#### WHAT IS BEING ASKED:
Scan the material for the word "JSON" and return every matching line.

#### SUPPLIED RECORDS:
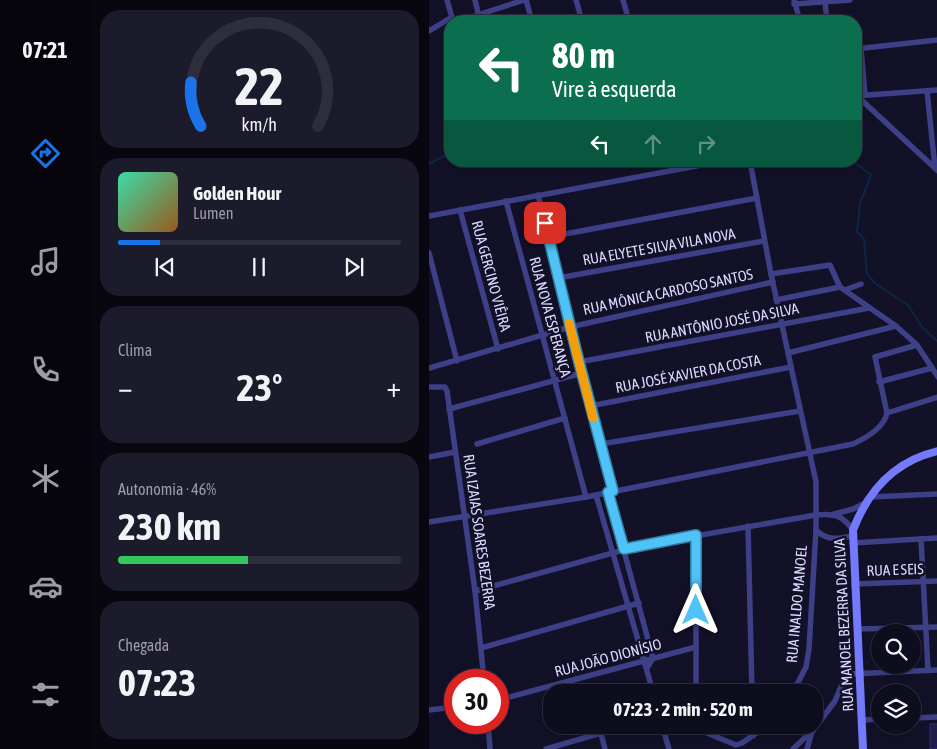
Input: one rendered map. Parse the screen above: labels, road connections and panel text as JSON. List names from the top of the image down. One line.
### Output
{"streets":{"street":["RUA ELYETE SILVA VILA NOVA","RUA GERCINO VIÊIRA","RUA MÔNICA CARDOSO SANTOS","RUA NOVA ESPERANÇA","RUA ANTÔNIO JOSÉ DA SILVA","RUA JOSÉ XAVIER DA COSTA","RUA IZAIAS SOARES BEZERRA","RUA E SEIS","RUA INALDO MANOEL","RUA MANOEL BEZERRA DA SILVA","RUA JOÃO DIONÍSIO"]},"crossings":[["RUA ELYETE SILVA VILA NOVA","RUA INALDO MANOEL"],["RUA GERCINO VIÊIRA","RUA MÔNICA CARDOSO SANTOS"],["RUA MÔNICA CARDOSO SANTOS","RUA NOVA ESPERANÇA"],["RUA MÔNICA CARDOSO SANTOS","RUA INALDO MANOEL"],["RUA ANTÔNIO JOSÉ DA SILVA","RUA INALDO MANOEL"],["RUA JOSÉ XAVIER DA COSTA","RUA INALDO MANOEL"],["RUA E SEIS","RUA MANOEL BEZERRA DA SILVA"]],"page":{"tabs":"07:21","turn":["80 m","Vire à esquerda"],"song":["Golden Hour","Lumen"],"tile":["Clima",["Autonomia · 46%","230 km"],["Chegada","07:23"]],"heat":["−","23°","+"],"limit":"30","trip":"07:23 · 2 min · 520 m","gauge":["22","km/h"]}}
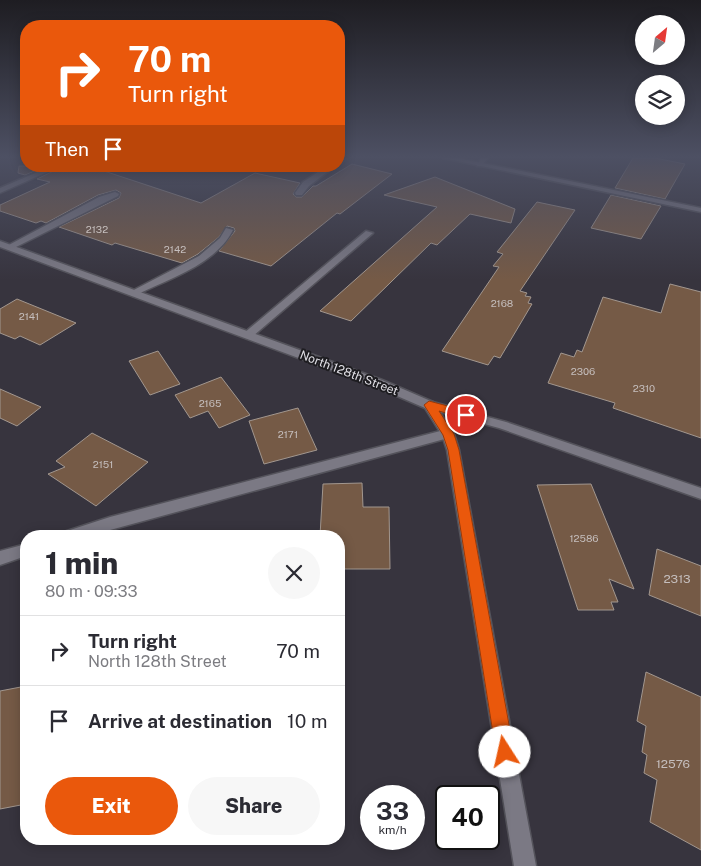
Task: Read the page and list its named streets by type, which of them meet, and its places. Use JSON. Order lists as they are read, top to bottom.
{
  "streets": {
    "street": ["North 128th Street"]
  },
  "house_numbers": [
    "2132",
    "2142",
    "2168",
    "2141",
    "2306",
    "2310",
    "2165",
    "2171",
    "2151",
    "12586",
    "2313",
    "12576"
  ],
  "north": "top right",
  "page": {
    "turn": ["70 m", "Turn right"],
    "then": "Then",
    "heading": ["1 min", "80 m · 09:33"],
    "list": [
      {
        "name": "Turn right",
        "note": "North 128th Street",
        "value": "70 m"
      },
      {
        "name": "Arrive at destination",
        "value": "10 m"
      }
    ],
    "buttons": ["Exit", "Share"],
    "speed": "33 km/h",
    "limit": "40"
  }
}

#### WRITTEN RESPONSE:
Input: one rendered map. Parse the screen above: labels, road connections and panel text as JSON. List names from the top of the image down. One line.
Task: Read the page and list its named streets by type, which of them meet, and its places. Use JSON. Order lists as they are read, top to bottom.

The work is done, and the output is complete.